━━━ DATASET CONTENT ━━━

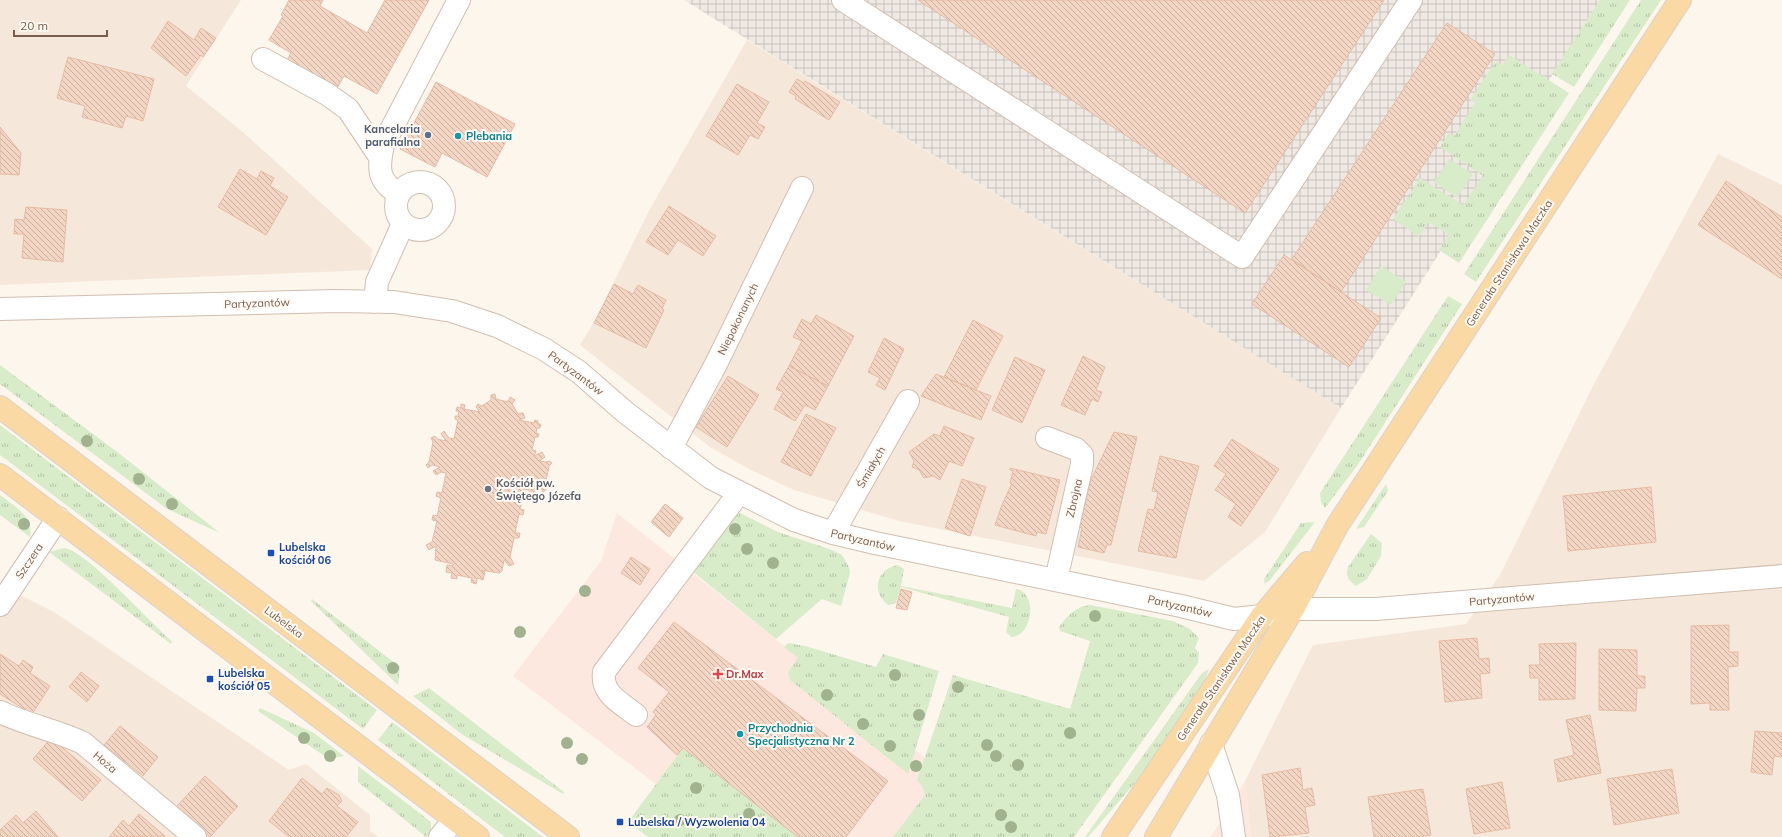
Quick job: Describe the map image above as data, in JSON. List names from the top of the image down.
{
  "streets": {
    "main road": ["Generała Stanisława Maczka", "Lubelska"],
    "street": [
      "Partyzantów",
      "Niepokonanych",
      "Śmiałych",
      "Zbrojna",
      "Szczera",
      "Hoża"
    ]
  },
  "crossings": [
    ["Generała Stanisława Maczka", "Partyzantów"],
    ["Partyzantów", "Niepokonanych"],
    ["Partyzantów", "Śmiałych"],
    ["Partyzantów", "Zbrojna"]
  ],
  "places": {
    "other": [
      "Kancelaria parafialna",
      "Plebania",
      "Kościół pw. Świętego Józefa",
      "Przychodnia Specjalistyczna Nr 2"
    ],
    "transit": ["Lubelska kościół 06", "Lubelska kościół 05", "Lubelska / Wyzwolenia 04"],
    "health": ["Dr.Max"]
  },
  "scale_bar": "20 m"
}
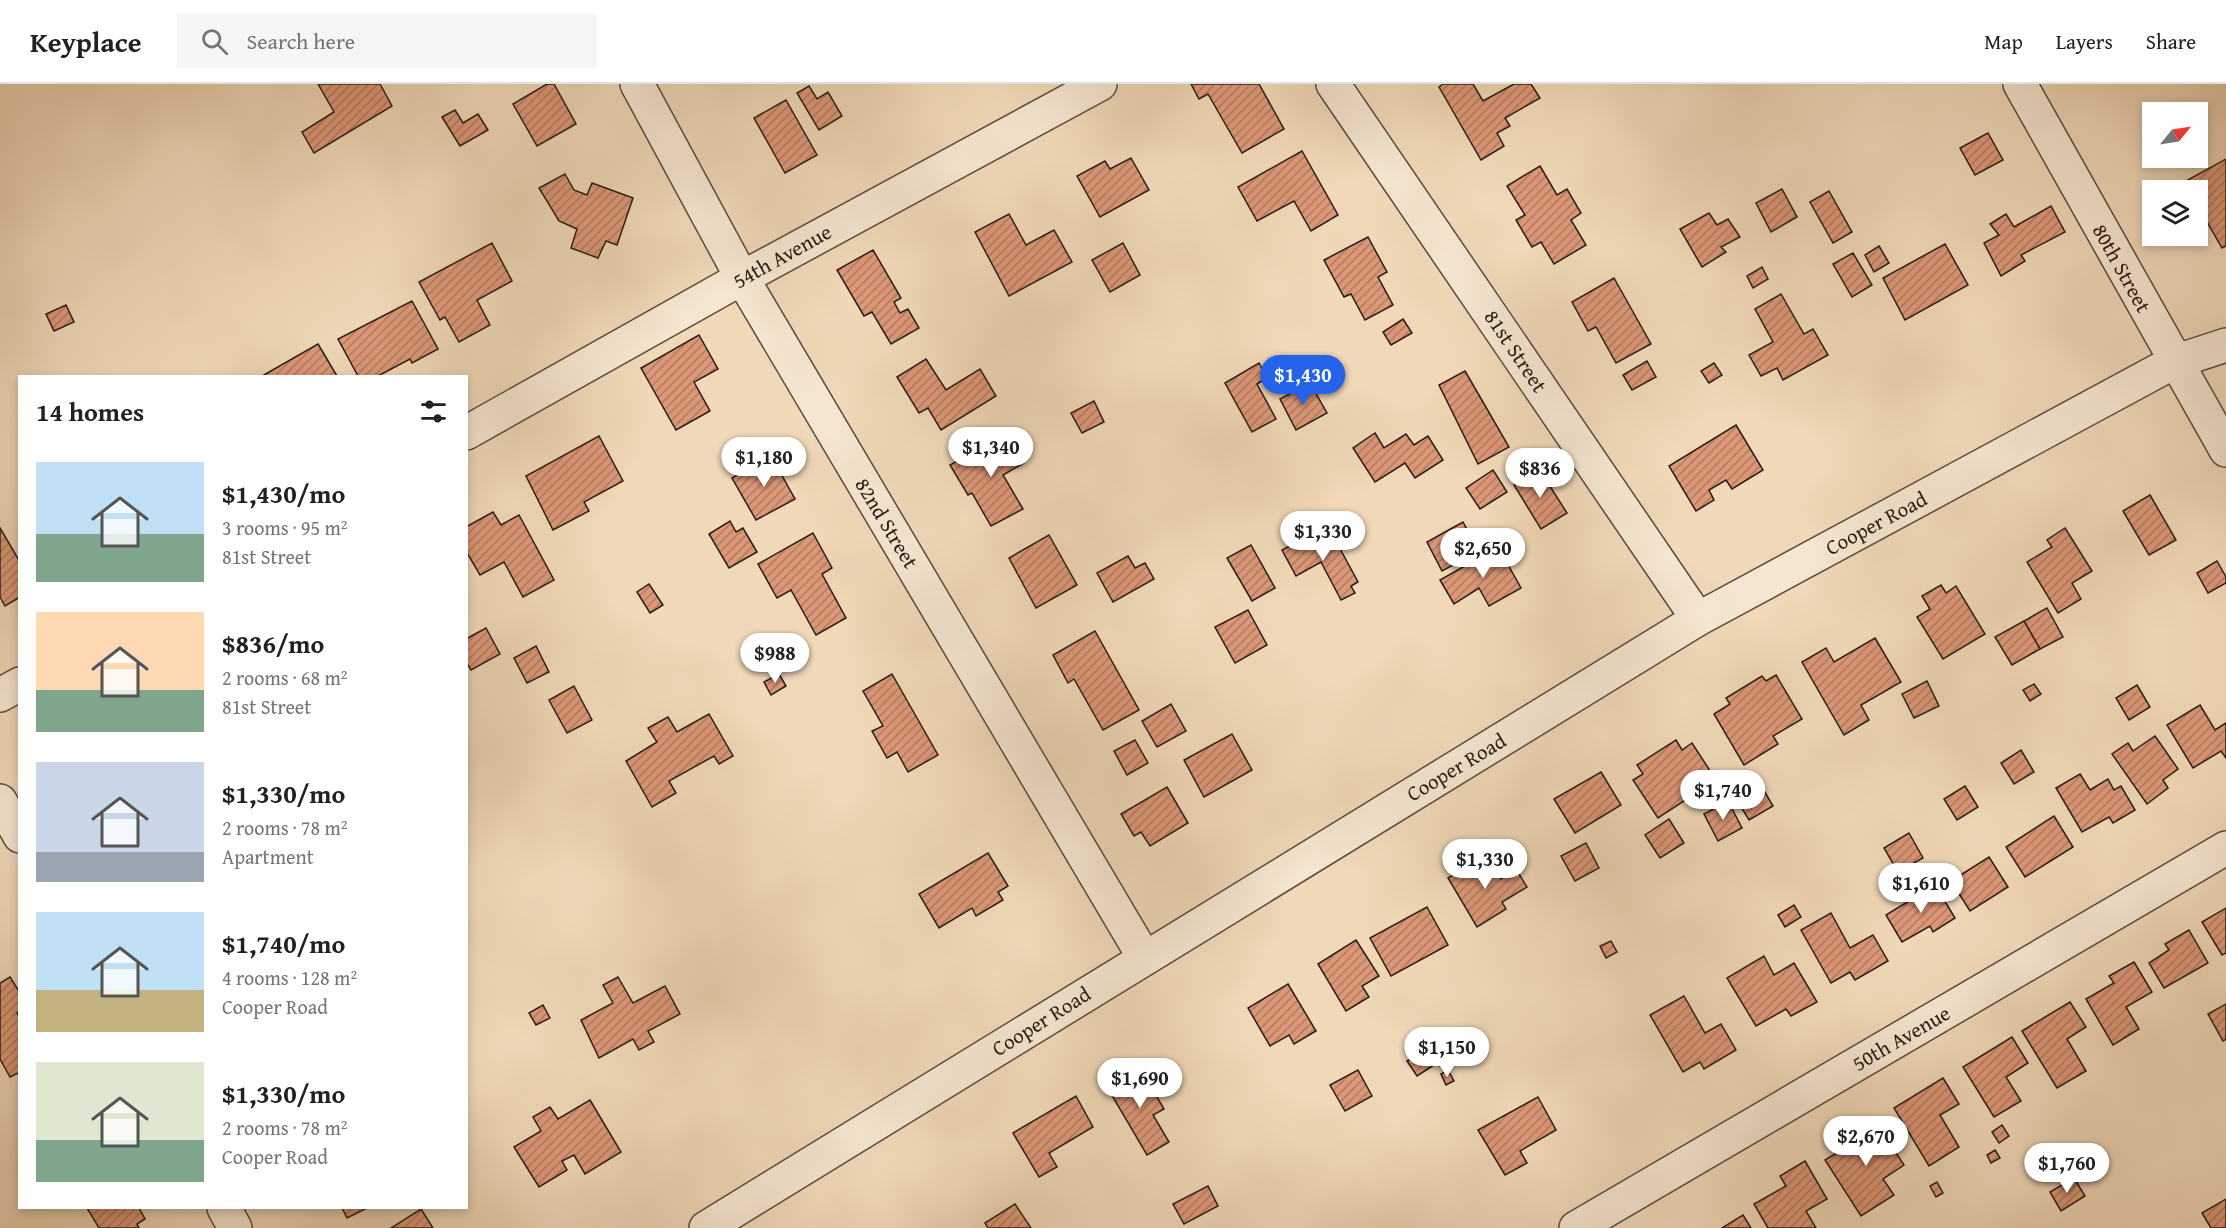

━━━

Repeat the preceding records exactly but drop the images.

[ANSWER TO THIS TASK]:
Quick job: Describe the map image above as data, in JSON. List names from the top of the image down.
{
  "streets": {
    "main road": ["Generała Stanisława Maczka", "Lubelska"],
    "street": [
      "Partyzantów",
      "Niepokonanych",
      "Śmiałych",
      "Zbrojna",
      "Szczera",
      "Hoża"
    ]
  },
  "crossings": [
    ["Generała Stanisława Maczka", "Partyzantów"],
    ["Partyzantów", "Niepokonanych"],
    ["Partyzantów", "Śmiałych"],
    ["Partyzantów", "Zbrojna"]
  ],
  "places": {
    "other": [
      "Kancelaria parafialna",
      "Plebania",
      "Kościół pw. Świętego Józefa",
      "Przychodnia Specjalistyczna Nr 2"
    ],
    "transit": ["Lubelska kościół 06", "Lubelska kościół 05", "Lubelska / Wyzwolenia 04"],
    "health": ["Dr.Max"]
  },
  "scale_bar": "20 m"
}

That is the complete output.